Menina da Vitrine


[Você pode ler o texto ao som de The Girl]

Eu já cansei de dizer que não sirvo para relacionamentos contemporâneos. Não sirvo pra essa forma de amor que inventaram no século da pressa. Quem sabe há décadas atrás, onde não existia esse imediatismo nem esse descontrole emocional que balançam todas as relações que as pessoas tentam estabelecer. Mas tem tanta gente bem no mundo. Talvez seja uma questão de ponto de vista. Ponto final e vista fechada para qualquer tipo de relacionamento que eu tente.

As pessoas andam muito exigentes. Não adianta mais dar uma flor, mostrar que gosta, responder mensagens na hora exata de sua chegada. Hoje em dia a gente tem que prometer que vai ser a pessoa da vida de alguém. E não me peça pra fazer promessas que não dependem de mim para serem cumpridas. Eu gostava mais da época em que tudo fluía naturalmente.
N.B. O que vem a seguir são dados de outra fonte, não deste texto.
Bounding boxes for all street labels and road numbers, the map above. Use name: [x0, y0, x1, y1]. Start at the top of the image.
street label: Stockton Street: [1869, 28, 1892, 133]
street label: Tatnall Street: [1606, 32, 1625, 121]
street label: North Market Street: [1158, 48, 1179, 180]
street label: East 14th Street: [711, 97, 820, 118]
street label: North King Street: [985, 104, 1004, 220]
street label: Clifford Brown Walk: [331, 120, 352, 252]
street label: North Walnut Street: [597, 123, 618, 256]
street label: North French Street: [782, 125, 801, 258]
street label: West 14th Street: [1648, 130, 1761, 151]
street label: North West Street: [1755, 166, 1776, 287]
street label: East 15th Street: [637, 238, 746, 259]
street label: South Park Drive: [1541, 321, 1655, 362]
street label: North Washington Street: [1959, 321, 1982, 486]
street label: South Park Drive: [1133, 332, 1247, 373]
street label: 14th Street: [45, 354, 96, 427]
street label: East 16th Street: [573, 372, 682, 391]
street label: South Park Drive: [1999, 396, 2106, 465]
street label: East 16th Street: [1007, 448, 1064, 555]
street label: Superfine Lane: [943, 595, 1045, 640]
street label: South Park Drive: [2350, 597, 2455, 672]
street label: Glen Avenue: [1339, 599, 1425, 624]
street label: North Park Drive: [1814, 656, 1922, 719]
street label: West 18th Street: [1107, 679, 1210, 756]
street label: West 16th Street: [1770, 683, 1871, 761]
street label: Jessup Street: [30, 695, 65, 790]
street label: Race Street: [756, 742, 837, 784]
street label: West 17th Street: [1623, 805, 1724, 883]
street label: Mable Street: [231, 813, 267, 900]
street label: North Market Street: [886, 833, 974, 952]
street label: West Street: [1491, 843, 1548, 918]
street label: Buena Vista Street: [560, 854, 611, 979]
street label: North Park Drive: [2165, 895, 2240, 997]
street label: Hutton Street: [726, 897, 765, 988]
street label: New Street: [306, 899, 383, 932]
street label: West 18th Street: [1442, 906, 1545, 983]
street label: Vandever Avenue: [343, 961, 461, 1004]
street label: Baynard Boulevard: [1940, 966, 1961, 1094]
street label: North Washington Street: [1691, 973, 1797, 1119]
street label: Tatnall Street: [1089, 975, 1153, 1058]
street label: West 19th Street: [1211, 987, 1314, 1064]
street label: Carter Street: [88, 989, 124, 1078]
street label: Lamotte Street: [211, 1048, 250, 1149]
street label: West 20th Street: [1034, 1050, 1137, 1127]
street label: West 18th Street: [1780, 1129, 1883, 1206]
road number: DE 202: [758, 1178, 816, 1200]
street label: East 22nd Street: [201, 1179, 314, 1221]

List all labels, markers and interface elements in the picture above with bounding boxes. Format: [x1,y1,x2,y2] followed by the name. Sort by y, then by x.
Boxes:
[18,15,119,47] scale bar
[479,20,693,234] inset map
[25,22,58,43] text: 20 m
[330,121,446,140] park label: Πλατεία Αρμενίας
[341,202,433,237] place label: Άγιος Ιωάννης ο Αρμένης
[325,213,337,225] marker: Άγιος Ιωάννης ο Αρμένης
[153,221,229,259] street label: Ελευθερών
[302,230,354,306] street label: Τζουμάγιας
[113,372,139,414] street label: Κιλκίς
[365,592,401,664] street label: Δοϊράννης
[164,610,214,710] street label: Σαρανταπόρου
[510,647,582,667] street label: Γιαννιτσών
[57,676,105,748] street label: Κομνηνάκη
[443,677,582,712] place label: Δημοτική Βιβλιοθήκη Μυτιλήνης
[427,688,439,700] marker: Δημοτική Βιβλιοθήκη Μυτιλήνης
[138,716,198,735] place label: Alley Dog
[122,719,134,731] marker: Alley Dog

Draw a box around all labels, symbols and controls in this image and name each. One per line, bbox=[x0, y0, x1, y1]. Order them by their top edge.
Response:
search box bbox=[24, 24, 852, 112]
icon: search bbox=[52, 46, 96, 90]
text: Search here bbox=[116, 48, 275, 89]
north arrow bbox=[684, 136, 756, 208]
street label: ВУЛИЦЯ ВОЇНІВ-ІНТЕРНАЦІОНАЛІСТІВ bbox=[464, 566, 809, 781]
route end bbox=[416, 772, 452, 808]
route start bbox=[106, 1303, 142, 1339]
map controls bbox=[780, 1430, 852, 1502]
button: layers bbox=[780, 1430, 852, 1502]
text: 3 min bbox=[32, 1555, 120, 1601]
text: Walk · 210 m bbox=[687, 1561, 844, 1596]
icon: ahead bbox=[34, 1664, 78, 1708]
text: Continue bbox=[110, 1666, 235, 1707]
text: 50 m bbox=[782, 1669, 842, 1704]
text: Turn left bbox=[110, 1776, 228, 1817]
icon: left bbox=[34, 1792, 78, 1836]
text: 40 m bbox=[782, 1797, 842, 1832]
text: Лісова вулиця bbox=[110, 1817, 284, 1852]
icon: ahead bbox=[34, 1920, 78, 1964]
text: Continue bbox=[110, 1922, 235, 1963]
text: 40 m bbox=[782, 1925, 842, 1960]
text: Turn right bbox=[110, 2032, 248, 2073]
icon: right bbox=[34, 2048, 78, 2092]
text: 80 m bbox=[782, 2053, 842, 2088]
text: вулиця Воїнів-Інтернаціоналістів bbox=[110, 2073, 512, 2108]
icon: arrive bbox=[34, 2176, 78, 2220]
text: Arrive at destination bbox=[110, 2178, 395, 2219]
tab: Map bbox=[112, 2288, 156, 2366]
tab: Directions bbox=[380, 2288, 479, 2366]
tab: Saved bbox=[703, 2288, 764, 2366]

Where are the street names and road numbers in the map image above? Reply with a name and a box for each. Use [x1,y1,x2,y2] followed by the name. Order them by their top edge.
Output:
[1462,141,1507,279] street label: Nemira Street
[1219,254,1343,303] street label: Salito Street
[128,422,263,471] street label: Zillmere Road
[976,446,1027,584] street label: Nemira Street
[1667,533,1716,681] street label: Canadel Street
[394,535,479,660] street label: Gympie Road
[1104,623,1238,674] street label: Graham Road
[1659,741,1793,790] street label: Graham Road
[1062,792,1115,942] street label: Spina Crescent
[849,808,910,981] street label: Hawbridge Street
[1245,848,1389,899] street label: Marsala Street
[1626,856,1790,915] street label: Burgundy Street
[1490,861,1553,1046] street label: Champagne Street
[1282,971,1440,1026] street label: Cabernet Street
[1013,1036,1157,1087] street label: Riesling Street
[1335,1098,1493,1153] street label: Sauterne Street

Meninos envergonhados e meninas que sabiam disfarçar muito bem o que queriam. O primeiro passo sempre meio desengonçado, sempre meio tímido. Até o mais corajoso dos guerreiros já tremeu enquanto caminhava em direção a sua suposta amada. Meninas sempre meio charmosas, sempre meio receosas. Um sorriso na boca quando recebiam um elogio e ouviam “psiu, sabia que eu gosto de você?”.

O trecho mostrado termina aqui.